**What to produce**
Copy every line of the records below that holds the word "data".

**Records shown**
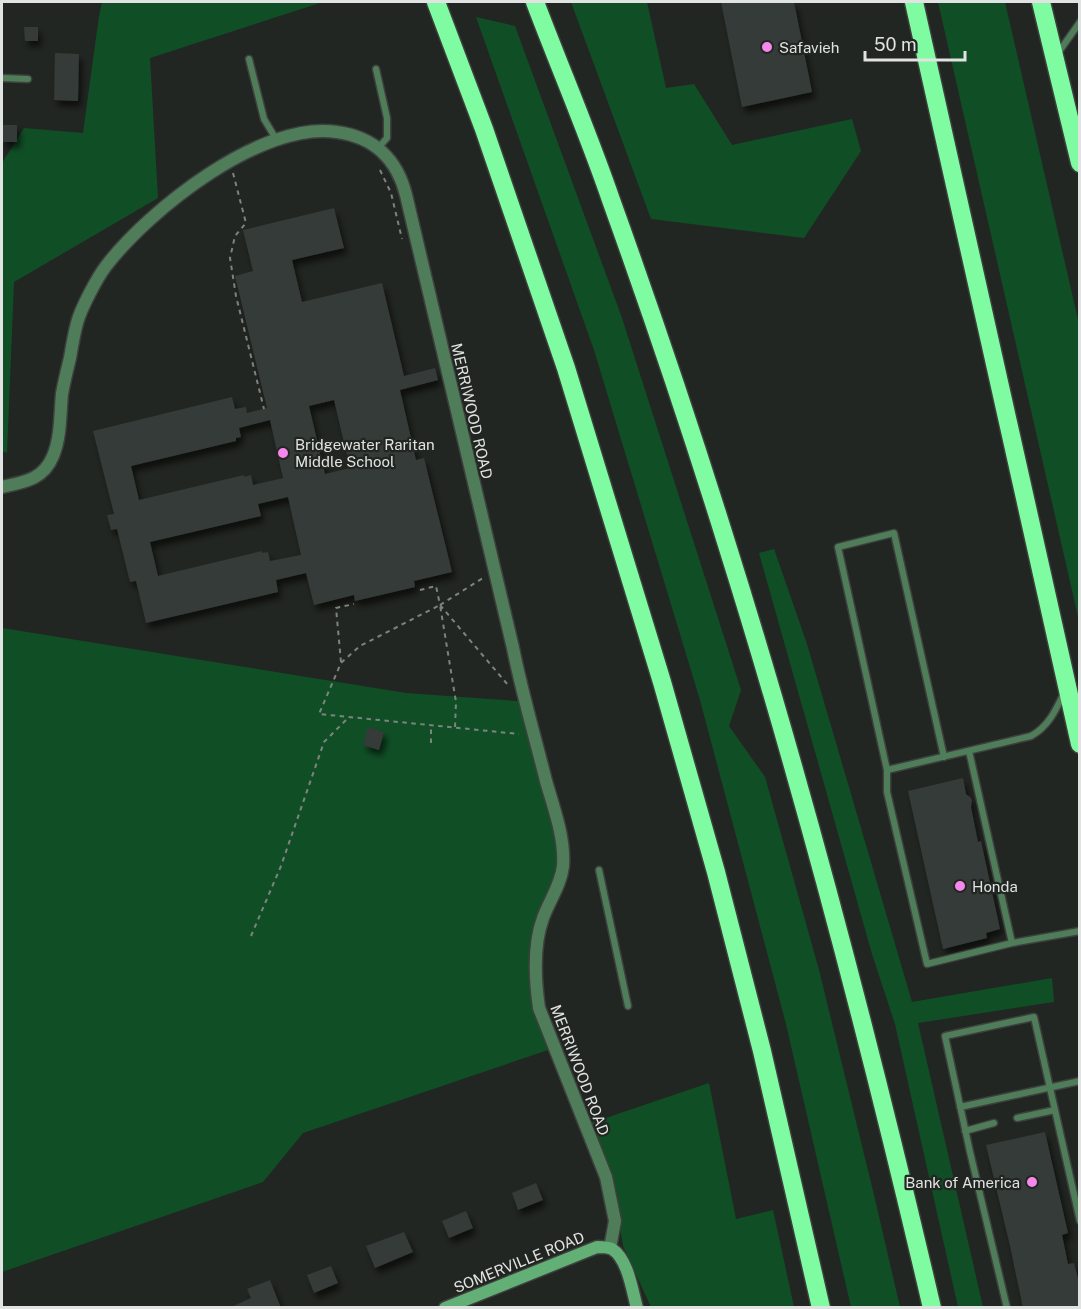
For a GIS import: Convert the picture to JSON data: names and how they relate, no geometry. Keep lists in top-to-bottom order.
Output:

...

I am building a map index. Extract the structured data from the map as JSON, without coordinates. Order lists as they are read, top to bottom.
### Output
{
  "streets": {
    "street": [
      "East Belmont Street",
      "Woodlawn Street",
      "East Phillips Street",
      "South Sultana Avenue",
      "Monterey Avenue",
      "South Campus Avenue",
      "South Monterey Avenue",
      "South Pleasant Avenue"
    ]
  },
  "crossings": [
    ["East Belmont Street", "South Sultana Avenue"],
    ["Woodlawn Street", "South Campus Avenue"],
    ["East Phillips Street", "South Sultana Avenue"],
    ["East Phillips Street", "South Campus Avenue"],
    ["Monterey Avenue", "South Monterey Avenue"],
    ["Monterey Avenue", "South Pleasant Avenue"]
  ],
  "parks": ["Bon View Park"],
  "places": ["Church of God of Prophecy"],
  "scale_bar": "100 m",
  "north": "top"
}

* * *

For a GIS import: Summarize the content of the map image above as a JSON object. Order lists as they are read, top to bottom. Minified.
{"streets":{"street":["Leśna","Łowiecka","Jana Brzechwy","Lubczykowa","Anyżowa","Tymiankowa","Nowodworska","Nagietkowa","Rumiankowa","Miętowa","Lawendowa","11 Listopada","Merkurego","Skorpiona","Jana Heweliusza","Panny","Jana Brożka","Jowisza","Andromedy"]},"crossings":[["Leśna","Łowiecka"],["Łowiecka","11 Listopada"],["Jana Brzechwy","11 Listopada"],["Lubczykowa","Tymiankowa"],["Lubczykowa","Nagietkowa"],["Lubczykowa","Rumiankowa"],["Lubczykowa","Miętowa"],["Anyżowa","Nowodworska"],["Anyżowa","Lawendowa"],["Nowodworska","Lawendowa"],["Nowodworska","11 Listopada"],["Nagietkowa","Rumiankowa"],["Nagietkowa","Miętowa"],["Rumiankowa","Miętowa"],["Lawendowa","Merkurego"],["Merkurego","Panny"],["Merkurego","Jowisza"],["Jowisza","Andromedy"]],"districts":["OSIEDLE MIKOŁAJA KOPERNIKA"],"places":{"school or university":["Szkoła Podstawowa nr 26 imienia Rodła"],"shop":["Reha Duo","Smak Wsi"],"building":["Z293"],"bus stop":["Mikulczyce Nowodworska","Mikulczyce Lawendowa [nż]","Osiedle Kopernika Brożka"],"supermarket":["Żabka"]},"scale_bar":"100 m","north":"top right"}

**Exercise answer**
For a GIS import: Convert the picture to JSON data: names and how they relate, no geometry. Keep lists in top-to-bottom order.
I am building a map index. Extract the structured data from the map as JSON, without coordinates. Order lists as they are read, top to bottom.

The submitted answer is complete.